→ Work task
Can you pull out each line of the data below that includes the word "grid"?

Stored data entries
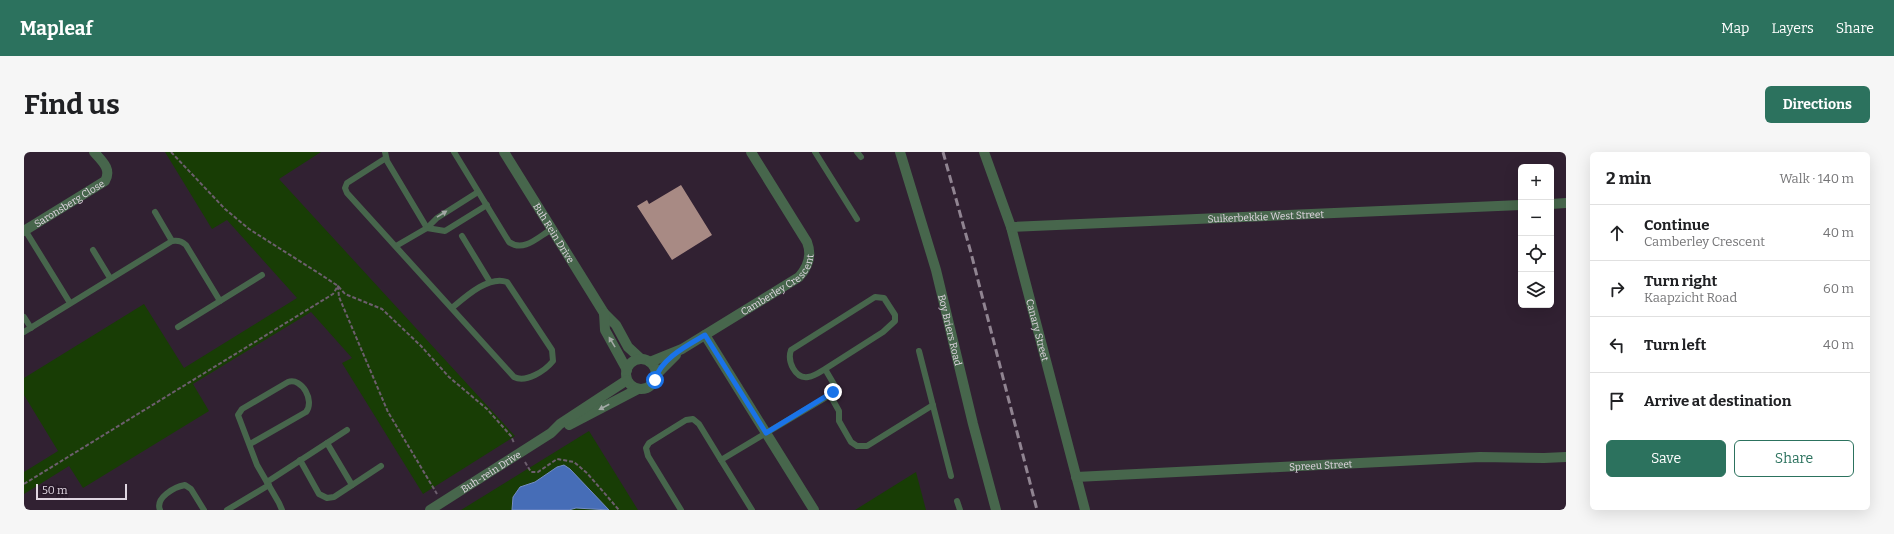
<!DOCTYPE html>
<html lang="en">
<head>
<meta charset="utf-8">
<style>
  body { margin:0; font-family:Bitter,serif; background:#f6f6f6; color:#202124 }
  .controls { position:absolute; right:12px; top:12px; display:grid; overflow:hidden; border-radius:6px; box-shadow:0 4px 16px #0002 }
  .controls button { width:36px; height:36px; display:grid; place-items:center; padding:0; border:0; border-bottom:1px solid #e0e0e0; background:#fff; color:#202124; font:20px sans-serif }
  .scale { position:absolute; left:12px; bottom:10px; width:91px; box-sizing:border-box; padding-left:4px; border:2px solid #e0d6e1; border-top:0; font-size:11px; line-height:14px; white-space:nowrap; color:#e0d6e1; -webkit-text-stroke:3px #271828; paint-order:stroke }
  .stop { position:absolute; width:12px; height:12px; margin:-9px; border:3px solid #1a73e8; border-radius:50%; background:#fff }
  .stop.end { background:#1a73e8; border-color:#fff; box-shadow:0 1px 4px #0008 }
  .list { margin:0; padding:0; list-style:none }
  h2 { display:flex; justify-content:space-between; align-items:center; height:52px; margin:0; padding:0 16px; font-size:17px }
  h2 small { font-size:13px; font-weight:400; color:#757577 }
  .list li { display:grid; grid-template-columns:26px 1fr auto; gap:12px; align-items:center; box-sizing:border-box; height:56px; padding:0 16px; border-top:1px solid #e0e0e0 }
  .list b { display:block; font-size:15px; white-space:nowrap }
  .list p { margin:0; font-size:13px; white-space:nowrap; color:#757577 }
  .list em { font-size:13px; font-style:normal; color:#757577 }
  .actions { display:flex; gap:8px; padding:12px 16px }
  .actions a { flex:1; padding:9px 0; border:1px solid #2c725e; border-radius:6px; text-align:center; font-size:14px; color:#2c725e }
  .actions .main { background:#2c725e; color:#fff }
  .icon { flex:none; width:22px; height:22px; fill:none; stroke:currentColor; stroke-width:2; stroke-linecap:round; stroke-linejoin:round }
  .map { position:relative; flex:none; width:1542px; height:358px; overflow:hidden; border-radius:6px }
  header { display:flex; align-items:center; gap:24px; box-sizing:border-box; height:56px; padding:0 20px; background:#2c725e; color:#fff }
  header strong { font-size:19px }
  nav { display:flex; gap:22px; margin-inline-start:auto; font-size:14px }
  .intro { display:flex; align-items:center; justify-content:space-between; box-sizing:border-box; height:96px; padding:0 24px }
  h1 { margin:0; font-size:28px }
  .button { padding:10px 18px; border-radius:6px; background:#2c725e; color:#fff; font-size:14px; font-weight:700 }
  main { display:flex; gap:24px; padding:0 24px }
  aside { flex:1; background:#fff; border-radius:6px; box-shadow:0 4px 16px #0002 }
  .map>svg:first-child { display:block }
  .green { fill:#183d05 }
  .water { fill:#466db7; stroke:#748cc4 }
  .building { fill:#a88a84 }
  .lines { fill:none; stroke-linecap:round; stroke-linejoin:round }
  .path { stroke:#6c5e6d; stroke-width:2; stroke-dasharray:4 2; stroke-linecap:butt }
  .service { stroke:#47664c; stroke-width:6 }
  .minor { stroke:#47664c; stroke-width:10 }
  .rail { stroke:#908491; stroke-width:3; stroke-dasharray:8 4; stroke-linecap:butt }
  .oneway { fill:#a3a9a5 }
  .route { stroke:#1a73e8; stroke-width:5 }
  .labels { text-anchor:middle; stroke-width:4; stroke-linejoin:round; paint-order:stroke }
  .street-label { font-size:10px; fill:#e0d6e1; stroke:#271828 }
</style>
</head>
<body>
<header>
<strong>Mapleaf</strong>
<nav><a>Map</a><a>Layers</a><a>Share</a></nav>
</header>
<div class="intro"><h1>Find us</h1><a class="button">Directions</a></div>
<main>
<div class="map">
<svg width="1542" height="358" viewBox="0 0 1542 358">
  <rect width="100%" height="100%" fill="#312132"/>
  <g class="green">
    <polygon points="141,0 297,0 255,27 491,284 399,342 318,211 328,206 287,160 169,232 185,259 59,336 45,314 0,342 0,320 34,299 0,243 0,226 120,152 160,216 273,146 203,68 188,77"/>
    <polygon points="565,279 614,358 437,358"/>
    <polygon points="892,320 902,358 831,358"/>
  </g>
  <polygon class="water" points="540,313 546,317 585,358 552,356 545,358 488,358 489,345 496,335 511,330 533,315"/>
  <polygon class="building" points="657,33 688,83 648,108 613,54 623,48 625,52"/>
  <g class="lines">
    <g class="path">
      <polyline points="147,0 201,57 225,77 296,122 314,134 321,142 358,157 397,194 425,225 463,257 487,284 490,291"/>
      <polyline points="501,310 507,320 514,320 533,307 550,310 563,321 595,358"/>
      <polyline points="0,332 309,142 314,134 315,145 364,260 413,342"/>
    </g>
    <g class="service">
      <polyline points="361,0 363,9 403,76"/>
      <path d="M 430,0 L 485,90 C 500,101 515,84 528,77"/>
      <polyline points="791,0 833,67"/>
      <polyline points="833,0 837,5"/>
      <path d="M 362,6 L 323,31 L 321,36 L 323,41 L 490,225 C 502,231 521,219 529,209 L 528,198 L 483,130 C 465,123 441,145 428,156"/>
      <polyline points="131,60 148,89"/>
      <polyline points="403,76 421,79 463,53"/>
      <polyline points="1,78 46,151"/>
      <polyline points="438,84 466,130"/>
      <polyline points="372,94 403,76 413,66 454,40"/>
      <polyline points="69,98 86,126"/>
      <polyline points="0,165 7,176"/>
      <polyline points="154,175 238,123"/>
      <path d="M 0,180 L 148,89 C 154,88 158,89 162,93 L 196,149"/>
      <polyline points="895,199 927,324"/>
      <polyline points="806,243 815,259 815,269 827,290 833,294 843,294 909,253"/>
      <polyline points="303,291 328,333"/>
      <path d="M 226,292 L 282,260 C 291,249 278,225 264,230 L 218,257 L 214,263 L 233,313 L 255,351 L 258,358"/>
      <polyline points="276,308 295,342 303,346 310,345 357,314"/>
      <polyline points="697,308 728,358"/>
      <polyline points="243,330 323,278"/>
      <polyline points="933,349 936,358"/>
      <path d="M 136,358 C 131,346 150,335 161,333 L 167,337 L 180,358"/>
      <polyline points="203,358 245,333"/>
      <path d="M 657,358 L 624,304 L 622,296 L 625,291 L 662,268 L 669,267 L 675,272 L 697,308 L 806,243 L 811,234 L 801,217 L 859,180 L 871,169 L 871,163 L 860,146 L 851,145 L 767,198 C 763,209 771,227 784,225 C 791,224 796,220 801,217"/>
    </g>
    <g class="minor">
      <path id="s1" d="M 480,0 L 580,161 L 592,173 L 604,195 L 617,207"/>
      <path id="s2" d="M 876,0 L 912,118 L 949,272 L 972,358"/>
      <path id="s3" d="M 960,0 L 987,75 L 1061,358"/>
      <polyline points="1527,52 1542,51"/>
      <path id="s4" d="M 987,75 L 1497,53"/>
      <path id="s5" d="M 0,79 L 81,29 C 88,17 78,9 70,0"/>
      <polyline points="580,161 581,178 603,218"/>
      <polyline points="681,183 790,358"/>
      <circle cx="617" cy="222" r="15"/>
      <path id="s6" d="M 626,210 L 658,197 L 775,125 C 785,114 788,103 783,90 L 727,0"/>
      <polyline points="632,223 652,203"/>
      <polyline points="545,273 614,237"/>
      <path id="s7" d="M 1052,325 L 1456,305 L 1520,306 L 1542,305"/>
      <path id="s8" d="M 406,358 L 527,281 L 536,272 L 603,228"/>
    </g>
    <polyline class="rail" points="919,0 947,101 1013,358"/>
  </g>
  <defs><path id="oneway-solid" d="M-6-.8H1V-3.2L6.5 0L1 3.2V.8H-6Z"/></defs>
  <g class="oneway">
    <use href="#oneway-solid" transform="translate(418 62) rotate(-32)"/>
    <use href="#oneway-solid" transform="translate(588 190) rotate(-121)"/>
    <use href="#oneway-solid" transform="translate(580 255) rotate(152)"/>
  </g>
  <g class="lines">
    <path class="route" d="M 631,228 C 636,207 664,193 681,183 L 742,281 L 809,240"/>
  </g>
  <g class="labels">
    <g class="street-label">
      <text dy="4" stroke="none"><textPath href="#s5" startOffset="53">Saronsberg Close</textPath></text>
      <text dy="4" stroke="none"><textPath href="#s4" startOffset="255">Suikerbekkie West Street</textPath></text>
      <text dy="4" stroke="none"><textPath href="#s1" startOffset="95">Buh Rein Drive</textPath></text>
      <text dy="4" stroke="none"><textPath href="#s6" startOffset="151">Camberley Crescent</textPath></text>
      <text dy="4" stroke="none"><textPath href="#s2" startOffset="185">Boy Briers Road</textPath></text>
      <text dy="4" stroke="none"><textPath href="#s3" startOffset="186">Canary Street</textPath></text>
      <text dy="4" stroke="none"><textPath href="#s7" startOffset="245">Spreeu Street</textPath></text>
      <text dy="4" stroke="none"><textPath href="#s8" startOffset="72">Buh-rein Drive</textPath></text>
    </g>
  </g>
</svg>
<div class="controls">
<button>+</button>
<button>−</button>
<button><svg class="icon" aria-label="locate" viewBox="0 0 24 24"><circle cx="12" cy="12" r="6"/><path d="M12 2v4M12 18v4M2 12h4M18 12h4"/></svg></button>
<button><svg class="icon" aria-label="layers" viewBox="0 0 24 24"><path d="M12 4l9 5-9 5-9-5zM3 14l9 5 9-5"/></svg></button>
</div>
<div class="scale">50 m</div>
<div class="stop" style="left:631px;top:228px"></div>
<div class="stop end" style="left:809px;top:240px"></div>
</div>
<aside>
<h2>2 min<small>Walk · 140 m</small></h2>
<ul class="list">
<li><svg class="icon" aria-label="ahead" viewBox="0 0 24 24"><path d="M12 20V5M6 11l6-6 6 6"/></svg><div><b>Continue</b><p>Camberley Crescent</p></div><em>40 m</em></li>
<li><svg class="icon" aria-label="right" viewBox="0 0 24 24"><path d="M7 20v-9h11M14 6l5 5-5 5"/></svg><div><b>Turn right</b><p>Kaapzicht Road</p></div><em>60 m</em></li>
<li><svg class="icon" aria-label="left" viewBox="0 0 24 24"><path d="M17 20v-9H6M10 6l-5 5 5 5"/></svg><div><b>Turn left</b></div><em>40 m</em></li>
<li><svg class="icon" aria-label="arrive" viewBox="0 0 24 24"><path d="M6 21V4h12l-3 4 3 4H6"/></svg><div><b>Arrive at destination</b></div></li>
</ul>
<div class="actions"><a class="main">Save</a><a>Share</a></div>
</aside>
</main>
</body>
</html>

→ Task output
  .controls { position:absolute; right:12px; top:12px; display:grid; overflow:hidden; border-radius:6px; box-shadow:0 4px 16px #0002 }
  .controls button { width:36px; height:36px; display:grid; place-items:center; padding:0; border:0; border-bottom:1px solid #e0e0e0; background:#fff; color:#202124; font:20px sans-serif }
  .list li { display:grid; grid-template-columns:26px 1fr auto; gap:12px; align-items:center; box-sizing:border-box; height:56px; padding:0 16px; border-top:1px solid #e0e0e0 }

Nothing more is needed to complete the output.